* DATA EXCERPTS
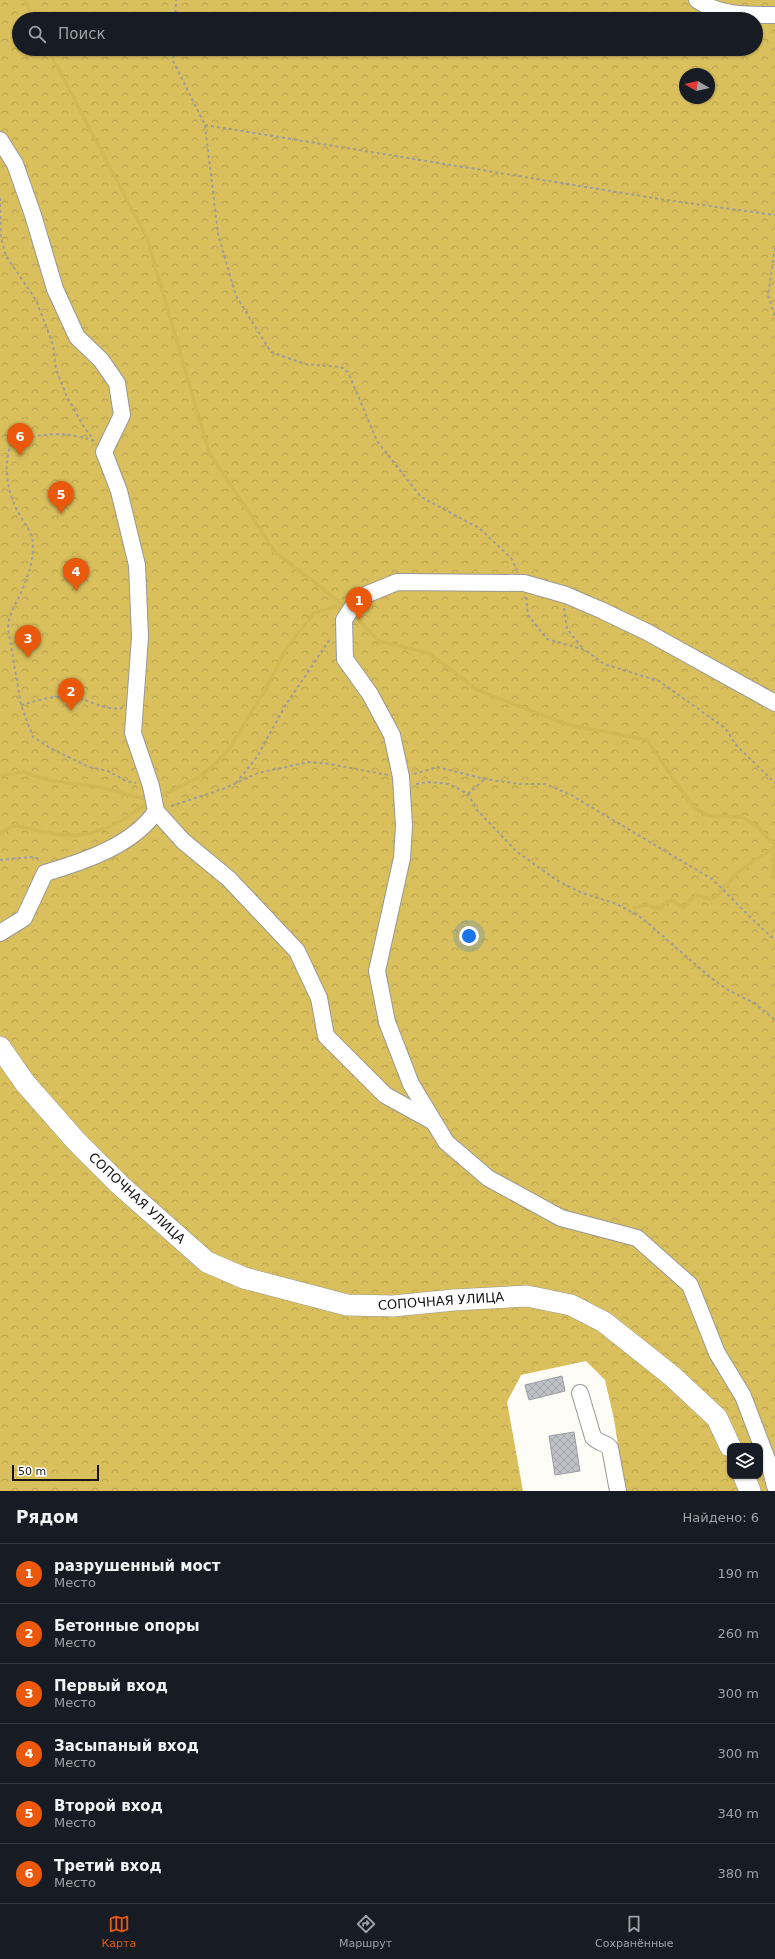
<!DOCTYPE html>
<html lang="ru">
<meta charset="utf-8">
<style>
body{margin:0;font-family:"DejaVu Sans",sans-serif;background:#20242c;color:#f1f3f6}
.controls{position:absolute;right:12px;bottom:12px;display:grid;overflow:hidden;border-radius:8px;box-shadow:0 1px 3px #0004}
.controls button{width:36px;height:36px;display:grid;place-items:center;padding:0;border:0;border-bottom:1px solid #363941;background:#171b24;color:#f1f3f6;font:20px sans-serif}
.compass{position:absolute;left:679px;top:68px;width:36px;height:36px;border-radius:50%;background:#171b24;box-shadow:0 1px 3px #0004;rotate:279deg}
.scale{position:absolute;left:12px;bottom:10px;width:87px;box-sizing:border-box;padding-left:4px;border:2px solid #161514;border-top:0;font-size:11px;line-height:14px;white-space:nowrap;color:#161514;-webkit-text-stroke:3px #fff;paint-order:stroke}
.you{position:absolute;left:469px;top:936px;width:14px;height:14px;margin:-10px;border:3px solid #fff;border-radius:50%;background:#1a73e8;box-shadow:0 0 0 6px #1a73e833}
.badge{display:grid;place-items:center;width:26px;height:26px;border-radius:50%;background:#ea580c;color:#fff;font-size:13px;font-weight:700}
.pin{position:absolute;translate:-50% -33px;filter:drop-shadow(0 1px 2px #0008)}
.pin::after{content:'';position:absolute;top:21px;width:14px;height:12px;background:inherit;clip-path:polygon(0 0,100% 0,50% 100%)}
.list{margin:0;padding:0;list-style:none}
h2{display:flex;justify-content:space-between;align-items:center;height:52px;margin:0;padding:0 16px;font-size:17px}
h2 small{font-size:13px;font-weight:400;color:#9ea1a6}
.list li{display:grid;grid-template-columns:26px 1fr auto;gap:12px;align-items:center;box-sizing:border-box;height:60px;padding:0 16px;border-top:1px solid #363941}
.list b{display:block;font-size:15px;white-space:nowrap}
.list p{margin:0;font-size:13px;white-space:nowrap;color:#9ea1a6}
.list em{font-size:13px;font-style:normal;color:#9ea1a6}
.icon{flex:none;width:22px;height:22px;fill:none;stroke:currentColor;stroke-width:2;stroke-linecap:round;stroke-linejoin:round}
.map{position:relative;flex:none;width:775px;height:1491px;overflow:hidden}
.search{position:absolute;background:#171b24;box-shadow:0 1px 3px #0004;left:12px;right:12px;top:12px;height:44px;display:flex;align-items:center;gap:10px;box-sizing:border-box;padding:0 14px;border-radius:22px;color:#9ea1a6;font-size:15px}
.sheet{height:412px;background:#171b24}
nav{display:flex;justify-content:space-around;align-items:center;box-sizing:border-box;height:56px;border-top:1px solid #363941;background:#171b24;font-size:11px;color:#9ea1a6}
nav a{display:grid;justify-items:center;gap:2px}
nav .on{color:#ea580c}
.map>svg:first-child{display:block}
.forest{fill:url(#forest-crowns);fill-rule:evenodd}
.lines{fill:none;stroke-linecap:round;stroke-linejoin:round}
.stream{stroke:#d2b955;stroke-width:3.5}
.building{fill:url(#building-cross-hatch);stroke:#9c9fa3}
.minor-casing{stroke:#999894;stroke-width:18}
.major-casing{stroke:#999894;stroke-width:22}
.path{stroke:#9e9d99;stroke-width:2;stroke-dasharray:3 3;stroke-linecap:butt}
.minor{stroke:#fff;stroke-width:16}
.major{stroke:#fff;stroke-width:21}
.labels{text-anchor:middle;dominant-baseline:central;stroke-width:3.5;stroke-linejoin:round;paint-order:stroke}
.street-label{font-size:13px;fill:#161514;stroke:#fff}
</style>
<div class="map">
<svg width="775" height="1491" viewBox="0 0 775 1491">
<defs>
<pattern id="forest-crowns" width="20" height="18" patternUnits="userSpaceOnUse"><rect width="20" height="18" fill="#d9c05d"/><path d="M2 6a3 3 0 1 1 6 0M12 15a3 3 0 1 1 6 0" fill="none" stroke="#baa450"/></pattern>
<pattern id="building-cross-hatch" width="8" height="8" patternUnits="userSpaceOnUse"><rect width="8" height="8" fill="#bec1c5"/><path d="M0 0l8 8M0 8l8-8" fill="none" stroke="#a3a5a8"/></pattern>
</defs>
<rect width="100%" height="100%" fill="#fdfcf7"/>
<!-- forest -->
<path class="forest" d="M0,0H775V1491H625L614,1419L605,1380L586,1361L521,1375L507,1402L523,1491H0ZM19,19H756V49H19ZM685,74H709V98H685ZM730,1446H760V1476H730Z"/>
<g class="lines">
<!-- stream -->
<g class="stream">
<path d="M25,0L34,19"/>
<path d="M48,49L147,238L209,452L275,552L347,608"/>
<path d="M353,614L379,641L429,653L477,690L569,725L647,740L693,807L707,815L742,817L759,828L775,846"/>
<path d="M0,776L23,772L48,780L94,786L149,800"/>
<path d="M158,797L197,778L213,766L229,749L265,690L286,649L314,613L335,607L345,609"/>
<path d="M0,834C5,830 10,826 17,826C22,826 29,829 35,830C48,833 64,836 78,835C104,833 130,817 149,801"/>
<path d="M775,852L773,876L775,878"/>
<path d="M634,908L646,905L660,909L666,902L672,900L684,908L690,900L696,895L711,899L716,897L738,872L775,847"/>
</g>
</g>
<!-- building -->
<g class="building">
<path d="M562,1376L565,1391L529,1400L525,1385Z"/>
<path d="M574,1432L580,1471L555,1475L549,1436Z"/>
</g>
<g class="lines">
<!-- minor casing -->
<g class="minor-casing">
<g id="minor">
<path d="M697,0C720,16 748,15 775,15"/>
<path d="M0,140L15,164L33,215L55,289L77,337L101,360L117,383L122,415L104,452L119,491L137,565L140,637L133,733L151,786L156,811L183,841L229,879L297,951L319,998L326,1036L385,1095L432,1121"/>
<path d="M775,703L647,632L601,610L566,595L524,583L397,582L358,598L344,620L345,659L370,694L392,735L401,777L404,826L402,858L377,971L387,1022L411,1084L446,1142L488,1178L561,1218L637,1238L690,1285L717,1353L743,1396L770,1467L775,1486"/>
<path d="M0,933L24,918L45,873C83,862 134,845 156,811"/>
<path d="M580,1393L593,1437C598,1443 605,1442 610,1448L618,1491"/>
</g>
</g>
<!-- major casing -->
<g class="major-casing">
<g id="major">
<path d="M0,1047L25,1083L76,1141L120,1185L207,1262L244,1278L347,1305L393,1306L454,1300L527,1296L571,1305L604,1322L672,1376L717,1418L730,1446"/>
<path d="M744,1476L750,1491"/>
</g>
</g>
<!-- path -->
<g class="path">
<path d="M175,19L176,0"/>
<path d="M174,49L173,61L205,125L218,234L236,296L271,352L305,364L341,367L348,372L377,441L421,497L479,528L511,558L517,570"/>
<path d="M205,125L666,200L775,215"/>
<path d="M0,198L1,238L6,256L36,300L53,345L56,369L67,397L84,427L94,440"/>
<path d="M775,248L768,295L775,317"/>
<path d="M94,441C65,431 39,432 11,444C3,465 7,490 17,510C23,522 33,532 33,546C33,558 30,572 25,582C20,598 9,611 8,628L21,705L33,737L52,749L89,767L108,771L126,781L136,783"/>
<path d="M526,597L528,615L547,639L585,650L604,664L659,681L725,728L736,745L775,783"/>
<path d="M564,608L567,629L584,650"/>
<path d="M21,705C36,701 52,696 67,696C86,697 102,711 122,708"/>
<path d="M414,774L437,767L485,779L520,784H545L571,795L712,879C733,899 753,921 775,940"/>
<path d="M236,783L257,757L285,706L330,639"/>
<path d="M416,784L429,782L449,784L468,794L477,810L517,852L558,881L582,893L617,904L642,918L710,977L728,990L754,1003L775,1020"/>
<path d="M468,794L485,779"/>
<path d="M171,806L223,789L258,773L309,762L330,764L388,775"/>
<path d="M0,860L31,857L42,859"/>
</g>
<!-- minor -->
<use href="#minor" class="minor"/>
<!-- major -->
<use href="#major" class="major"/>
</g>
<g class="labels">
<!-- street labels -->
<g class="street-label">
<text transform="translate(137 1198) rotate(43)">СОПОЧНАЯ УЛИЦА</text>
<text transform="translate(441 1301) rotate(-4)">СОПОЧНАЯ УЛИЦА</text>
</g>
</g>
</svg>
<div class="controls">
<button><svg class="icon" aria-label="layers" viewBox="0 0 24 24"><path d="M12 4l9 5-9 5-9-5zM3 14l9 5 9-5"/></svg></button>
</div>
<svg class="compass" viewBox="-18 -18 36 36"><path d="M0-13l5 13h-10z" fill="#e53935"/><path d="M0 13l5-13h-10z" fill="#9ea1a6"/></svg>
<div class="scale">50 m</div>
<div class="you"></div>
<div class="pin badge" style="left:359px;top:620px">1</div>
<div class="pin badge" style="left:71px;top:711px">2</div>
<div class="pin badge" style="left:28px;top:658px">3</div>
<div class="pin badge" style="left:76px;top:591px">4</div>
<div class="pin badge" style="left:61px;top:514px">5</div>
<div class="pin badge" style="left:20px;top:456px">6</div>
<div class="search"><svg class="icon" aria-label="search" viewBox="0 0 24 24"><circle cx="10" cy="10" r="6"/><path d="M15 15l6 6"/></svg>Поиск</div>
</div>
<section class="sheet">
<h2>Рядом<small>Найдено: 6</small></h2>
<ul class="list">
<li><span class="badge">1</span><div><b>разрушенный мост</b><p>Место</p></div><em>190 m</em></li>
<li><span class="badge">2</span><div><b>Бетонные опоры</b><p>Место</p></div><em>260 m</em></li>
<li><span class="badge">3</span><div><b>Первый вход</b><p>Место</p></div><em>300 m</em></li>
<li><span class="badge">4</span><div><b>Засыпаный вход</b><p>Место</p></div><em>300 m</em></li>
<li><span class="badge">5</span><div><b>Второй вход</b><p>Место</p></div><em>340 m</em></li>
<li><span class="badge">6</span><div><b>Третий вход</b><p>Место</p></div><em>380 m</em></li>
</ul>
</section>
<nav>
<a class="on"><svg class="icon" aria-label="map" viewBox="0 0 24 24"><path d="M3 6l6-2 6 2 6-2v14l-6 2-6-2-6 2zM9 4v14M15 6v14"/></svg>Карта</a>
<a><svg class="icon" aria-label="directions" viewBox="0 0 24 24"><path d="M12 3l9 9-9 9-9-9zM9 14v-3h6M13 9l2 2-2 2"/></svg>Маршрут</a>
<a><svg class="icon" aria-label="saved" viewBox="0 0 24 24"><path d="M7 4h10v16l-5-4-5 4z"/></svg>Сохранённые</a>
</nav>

--

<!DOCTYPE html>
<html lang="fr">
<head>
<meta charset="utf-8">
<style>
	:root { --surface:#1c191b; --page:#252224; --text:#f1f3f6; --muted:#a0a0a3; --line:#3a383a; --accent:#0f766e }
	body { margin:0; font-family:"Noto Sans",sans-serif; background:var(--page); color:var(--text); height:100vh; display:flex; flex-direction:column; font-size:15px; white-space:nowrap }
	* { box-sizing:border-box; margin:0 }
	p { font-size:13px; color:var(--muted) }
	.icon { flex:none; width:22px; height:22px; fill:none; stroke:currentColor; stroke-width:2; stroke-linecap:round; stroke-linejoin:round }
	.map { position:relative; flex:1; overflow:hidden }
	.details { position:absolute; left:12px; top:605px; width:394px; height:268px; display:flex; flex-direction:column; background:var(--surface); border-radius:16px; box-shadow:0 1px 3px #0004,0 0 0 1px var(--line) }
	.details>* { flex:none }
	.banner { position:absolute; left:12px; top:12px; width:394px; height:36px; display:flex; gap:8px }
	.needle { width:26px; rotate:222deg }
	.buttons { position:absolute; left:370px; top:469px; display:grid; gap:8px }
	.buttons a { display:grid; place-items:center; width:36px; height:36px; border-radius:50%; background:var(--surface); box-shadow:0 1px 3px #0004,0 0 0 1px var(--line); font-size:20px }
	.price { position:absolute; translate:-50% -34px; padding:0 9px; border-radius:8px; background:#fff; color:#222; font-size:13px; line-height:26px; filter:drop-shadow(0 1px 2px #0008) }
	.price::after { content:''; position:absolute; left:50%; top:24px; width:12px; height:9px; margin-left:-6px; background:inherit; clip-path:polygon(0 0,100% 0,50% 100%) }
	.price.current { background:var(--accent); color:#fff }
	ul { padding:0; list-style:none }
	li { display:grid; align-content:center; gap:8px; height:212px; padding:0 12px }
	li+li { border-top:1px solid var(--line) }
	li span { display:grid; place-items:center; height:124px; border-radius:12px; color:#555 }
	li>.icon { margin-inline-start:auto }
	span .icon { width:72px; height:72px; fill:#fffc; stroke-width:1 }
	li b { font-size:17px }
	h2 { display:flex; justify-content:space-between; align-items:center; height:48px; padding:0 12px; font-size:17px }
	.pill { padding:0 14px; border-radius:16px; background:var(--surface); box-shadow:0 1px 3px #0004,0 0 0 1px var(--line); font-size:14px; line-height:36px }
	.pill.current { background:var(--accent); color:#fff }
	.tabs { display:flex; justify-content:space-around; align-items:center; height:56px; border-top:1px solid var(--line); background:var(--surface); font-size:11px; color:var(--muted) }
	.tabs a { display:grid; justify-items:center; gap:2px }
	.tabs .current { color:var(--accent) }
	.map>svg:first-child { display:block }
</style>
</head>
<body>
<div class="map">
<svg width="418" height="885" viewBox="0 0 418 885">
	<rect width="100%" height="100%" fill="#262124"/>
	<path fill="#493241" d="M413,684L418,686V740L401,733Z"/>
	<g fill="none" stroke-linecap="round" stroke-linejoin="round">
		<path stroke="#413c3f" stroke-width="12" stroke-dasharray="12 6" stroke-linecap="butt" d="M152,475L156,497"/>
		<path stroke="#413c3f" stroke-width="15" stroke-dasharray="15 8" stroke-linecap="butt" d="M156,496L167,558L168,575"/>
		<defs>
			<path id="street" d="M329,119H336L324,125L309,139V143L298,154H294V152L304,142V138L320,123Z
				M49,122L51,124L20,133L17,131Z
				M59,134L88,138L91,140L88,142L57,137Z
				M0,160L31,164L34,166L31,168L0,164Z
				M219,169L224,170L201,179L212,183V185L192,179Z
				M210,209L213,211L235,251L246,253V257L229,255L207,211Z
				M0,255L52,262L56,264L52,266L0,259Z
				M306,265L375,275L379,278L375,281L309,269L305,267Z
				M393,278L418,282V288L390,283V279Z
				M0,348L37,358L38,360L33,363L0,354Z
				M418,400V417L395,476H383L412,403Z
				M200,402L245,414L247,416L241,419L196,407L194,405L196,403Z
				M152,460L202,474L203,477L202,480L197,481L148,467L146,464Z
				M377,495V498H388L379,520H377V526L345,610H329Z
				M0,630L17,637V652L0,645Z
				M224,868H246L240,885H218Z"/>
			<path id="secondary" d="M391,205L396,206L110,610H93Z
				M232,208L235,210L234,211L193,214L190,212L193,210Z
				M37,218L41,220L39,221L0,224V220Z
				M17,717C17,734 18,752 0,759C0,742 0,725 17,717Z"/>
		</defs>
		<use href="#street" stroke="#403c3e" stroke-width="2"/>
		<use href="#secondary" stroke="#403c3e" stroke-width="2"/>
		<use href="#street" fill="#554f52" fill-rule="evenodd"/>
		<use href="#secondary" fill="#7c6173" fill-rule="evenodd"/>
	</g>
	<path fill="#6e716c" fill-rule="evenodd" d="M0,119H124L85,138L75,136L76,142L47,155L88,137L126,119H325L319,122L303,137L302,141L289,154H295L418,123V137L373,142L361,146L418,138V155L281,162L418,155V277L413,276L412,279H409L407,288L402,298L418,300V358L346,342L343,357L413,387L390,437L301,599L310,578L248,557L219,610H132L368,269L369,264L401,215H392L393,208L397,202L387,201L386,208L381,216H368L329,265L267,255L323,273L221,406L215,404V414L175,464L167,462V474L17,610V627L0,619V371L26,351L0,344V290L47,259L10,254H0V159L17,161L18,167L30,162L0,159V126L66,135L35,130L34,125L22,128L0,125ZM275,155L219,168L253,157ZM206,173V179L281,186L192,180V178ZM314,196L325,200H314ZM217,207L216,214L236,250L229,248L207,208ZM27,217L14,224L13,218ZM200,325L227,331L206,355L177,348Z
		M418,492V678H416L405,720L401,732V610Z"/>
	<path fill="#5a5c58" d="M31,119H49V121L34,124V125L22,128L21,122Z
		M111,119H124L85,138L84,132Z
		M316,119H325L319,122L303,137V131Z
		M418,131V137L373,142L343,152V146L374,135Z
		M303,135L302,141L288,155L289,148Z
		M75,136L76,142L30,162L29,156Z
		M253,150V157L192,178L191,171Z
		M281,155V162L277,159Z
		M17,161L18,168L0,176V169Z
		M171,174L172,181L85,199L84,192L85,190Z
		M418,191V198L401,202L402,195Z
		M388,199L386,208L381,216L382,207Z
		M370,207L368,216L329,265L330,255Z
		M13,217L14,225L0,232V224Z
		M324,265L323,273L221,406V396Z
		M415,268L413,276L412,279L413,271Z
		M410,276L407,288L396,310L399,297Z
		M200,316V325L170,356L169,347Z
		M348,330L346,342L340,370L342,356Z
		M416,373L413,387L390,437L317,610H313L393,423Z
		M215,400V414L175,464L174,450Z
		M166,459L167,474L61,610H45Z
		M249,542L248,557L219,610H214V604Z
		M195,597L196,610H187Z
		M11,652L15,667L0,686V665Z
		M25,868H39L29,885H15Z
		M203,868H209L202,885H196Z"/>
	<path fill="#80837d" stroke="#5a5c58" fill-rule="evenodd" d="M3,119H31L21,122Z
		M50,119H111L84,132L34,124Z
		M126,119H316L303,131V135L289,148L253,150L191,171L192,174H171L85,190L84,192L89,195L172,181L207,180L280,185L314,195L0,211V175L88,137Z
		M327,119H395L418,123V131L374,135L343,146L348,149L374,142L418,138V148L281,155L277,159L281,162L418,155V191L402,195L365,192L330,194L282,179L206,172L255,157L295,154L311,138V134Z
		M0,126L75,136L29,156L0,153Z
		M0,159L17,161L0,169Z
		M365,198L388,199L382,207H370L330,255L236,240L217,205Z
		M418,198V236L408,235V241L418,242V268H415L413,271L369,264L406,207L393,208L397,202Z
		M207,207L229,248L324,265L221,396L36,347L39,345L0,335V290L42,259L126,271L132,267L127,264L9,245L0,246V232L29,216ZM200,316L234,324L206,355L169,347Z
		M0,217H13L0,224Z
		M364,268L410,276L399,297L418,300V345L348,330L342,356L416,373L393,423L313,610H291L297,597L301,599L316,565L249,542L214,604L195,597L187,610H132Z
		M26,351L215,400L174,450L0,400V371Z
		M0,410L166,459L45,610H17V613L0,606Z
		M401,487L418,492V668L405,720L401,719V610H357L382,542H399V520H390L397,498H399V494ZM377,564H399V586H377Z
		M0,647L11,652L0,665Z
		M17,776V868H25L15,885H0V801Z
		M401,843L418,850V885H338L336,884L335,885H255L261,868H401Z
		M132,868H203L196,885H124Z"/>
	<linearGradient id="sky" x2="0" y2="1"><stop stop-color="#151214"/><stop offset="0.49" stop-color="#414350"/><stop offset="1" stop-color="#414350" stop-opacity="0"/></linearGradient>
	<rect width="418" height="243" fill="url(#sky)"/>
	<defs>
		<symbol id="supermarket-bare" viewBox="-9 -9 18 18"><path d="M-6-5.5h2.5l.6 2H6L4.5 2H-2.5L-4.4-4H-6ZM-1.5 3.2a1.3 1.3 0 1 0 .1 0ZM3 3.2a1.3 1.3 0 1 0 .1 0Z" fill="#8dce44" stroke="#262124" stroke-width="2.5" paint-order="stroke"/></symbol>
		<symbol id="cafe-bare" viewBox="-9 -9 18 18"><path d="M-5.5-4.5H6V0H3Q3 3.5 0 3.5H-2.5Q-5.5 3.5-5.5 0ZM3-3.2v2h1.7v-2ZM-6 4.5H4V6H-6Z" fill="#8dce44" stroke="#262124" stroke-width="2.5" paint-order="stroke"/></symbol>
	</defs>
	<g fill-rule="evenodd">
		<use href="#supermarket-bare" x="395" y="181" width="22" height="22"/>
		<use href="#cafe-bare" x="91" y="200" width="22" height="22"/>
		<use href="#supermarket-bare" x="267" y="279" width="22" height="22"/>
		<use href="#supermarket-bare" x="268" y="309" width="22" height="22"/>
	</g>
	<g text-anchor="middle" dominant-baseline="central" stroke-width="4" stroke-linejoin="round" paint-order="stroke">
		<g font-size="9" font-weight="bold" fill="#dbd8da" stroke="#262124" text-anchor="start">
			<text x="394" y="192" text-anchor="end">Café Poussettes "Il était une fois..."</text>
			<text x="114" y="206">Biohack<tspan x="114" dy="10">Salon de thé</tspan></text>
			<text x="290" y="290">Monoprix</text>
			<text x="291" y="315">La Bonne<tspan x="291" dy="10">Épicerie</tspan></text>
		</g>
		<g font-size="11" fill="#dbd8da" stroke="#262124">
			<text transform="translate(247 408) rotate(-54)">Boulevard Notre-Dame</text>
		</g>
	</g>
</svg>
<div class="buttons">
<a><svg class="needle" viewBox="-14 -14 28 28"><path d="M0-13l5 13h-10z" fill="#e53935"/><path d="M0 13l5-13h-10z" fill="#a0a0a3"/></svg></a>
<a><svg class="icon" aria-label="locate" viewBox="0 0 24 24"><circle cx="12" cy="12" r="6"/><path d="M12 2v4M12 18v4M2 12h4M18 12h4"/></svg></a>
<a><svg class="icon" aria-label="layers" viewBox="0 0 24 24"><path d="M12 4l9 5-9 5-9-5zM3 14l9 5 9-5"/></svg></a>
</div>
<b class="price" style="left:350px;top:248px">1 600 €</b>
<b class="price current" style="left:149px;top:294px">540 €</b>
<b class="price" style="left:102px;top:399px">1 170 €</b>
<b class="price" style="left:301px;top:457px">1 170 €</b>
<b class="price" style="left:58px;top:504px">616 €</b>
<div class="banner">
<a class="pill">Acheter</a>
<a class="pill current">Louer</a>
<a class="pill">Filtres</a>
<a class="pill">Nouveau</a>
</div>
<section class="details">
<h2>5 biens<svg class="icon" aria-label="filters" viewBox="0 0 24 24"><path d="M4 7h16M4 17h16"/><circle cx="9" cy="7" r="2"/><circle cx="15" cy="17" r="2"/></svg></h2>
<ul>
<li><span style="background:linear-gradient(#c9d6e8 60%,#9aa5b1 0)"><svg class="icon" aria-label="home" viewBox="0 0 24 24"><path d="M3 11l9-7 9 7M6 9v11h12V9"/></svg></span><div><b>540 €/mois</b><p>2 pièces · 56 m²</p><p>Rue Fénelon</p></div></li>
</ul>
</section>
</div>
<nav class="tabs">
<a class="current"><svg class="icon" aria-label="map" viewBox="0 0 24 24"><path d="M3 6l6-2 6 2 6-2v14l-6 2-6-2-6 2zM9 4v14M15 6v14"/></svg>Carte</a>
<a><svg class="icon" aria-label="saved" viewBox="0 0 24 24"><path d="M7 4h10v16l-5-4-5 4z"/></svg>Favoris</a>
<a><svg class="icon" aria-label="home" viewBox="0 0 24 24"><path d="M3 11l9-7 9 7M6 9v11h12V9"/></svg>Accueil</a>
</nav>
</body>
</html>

* INSTRUCTIONS TO FOLLOW
Tally the lines in the entries above that hold the word "labels". Reply with nothing but that count.

* RESPONSE TO THE TASK
3